| Exercise details |
Exactly as given, transcribe each entry that follows.

| Material for this task |

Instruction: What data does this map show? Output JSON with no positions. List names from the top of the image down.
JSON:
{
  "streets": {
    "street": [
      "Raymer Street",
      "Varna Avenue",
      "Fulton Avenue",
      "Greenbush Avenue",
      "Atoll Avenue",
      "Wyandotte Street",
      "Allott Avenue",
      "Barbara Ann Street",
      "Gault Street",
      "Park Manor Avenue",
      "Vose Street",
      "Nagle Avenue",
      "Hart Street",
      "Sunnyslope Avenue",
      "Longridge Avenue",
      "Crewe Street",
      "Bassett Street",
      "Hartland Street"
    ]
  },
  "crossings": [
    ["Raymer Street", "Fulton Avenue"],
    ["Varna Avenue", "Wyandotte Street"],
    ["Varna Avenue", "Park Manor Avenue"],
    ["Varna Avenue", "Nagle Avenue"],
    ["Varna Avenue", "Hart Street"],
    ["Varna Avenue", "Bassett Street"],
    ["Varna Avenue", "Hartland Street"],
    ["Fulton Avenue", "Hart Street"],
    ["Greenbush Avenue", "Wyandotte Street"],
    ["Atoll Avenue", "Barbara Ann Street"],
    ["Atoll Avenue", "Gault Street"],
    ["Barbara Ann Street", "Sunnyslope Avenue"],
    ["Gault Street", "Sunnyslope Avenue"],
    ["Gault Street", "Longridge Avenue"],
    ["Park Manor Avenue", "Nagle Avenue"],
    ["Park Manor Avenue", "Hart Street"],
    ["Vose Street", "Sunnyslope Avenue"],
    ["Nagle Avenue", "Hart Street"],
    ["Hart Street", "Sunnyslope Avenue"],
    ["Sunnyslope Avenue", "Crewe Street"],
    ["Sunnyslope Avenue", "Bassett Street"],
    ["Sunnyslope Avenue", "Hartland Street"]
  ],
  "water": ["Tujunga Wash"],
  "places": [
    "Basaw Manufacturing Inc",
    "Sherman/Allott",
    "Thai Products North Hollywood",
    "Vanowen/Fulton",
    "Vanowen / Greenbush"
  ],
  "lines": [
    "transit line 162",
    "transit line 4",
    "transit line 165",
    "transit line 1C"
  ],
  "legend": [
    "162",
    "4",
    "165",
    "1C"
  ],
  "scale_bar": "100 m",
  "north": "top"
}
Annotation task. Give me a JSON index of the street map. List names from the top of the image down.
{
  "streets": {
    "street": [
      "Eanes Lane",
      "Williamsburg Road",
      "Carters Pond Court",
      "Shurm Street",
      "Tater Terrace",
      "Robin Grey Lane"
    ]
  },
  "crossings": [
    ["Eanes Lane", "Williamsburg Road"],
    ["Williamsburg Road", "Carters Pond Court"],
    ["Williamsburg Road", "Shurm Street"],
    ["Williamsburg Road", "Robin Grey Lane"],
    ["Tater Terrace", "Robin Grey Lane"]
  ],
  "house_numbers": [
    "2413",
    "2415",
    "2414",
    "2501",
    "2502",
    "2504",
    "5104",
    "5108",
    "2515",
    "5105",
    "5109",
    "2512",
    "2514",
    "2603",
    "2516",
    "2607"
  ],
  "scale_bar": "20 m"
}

| Result of the task |
Instruction: What data does this map show? Output JSON with no positions. List names from the top of the image down.
JSON:
{
  "streets": {
    "street": [
      "Raymer Street",
      "Varna Avenue",
      "Fulton Avenue",
      "Greenbush Avenue",
      "Atoll Avenue",
      "Wyandotte Street",
      "Allott Avenue",
      "Barbara Ann Street",
      "Gault Street",
      "Park Manor Avenue",
      "Vose Street",
      "Nagle Avenue",
      "Hart Street",
      "Sunnyslope Avenue",
      "Longridge Avenue",
      "Crewe Street",
      "Bassett Street",
      "Hartland Street"
    ]
  },
  "crossings": [
    ["Raymer Street", "Fulton Avenue"],
    ["Varna Avenue", "Wyandotte Street"],
    ["Varna Avenue", "Park Manor Avenue"],
    ["Varna Avenue", "Nagle Avenue"],
    ["Varna Avenue", "Hart Street"],
    ["Varna Avenue", "Bassett Street"],
    ["Varna Avenue", "Hartland Street"],
    ["Fulton Avenue", "Hart Street"],
    ["Greenbush Avenue", "Wyandotte Street"],
    ["Atoll Avenue", "Barbara Ann Street"],
    ["Atoll Avenue", "Gault Street"],
    ["Barbara Ann Street", "Sunnyslope Avenue"],
    ["Gault Street", "Sunnyslope Avenue"],
    ["Gault Street", "Longridge Avenue"],
    ["Park Manor Avenue", "Nagle Avenue"],
    ["Park Manor Avenue", "Hart Street"],
    ["Vose Street", "Sunnyslope Avenue"],
    ["Nagle Avenue", "Hart Street"],
    ["Hart Street", "Sunnyslope Avenue"],
    ["Sunnyslope Avenue", "Crewe Street"],
    ["Sunnyslope Avenue", "Bassett Street"],
    ["Sunnyslope Avenue", "Hartland Street"]
  ],
  "water": ["Tujunga Wash"],
  "places": [
    "Basaw Manufacturing Inc",
    "Sherman/Allott",
    "Thai Products North Hollywood",
    "Vanowen/Fulton",
    "Vanowen / Greenbush"
  ],
  "lines": [
    "transit line 162",
    "transit line 4",
    "transit line 165",
    "transit line 1C"
  ],
  "legend": [
    "162",
    "4",
    "165",
    "1C"
  ],
  "scale_bar": "100 m",
  "north": "top"
}
Annotation task. Give me a JSON index of the street map. List names from the top of the image down.
{
  "streets": {
    "street": [
      "Eanes Lane",
      "Williamsburg Road",
      "Carters Pond Court",
      "Shurm Street",
      "Tater Terrace",
      "Robin Grey Lane"
    ]
  },
  "crossings": [
    ["Eanes Lane", "Williamsburg Road"],
    ["Williamsburg Road", "Carters Pond Court"],
    ["Williamsburg Road", "Shurm Street"],
    ["Williamsburg Road", "Robin Grey Lane"],
    ["Tater Terrace", "Robin Grey Lane"]
  ],
  "house_numbers": [
    "2413",
    "2415",
    "2414",
    "2501",
    "2502",
    "2504",
    "5104",
    "5108",
    "2515",
    "5105",
    "5109",
    "2512",
    "2514",
    "2603",
    "2516",
    "2607"
  ],
  "scale_bar": "20 m"
}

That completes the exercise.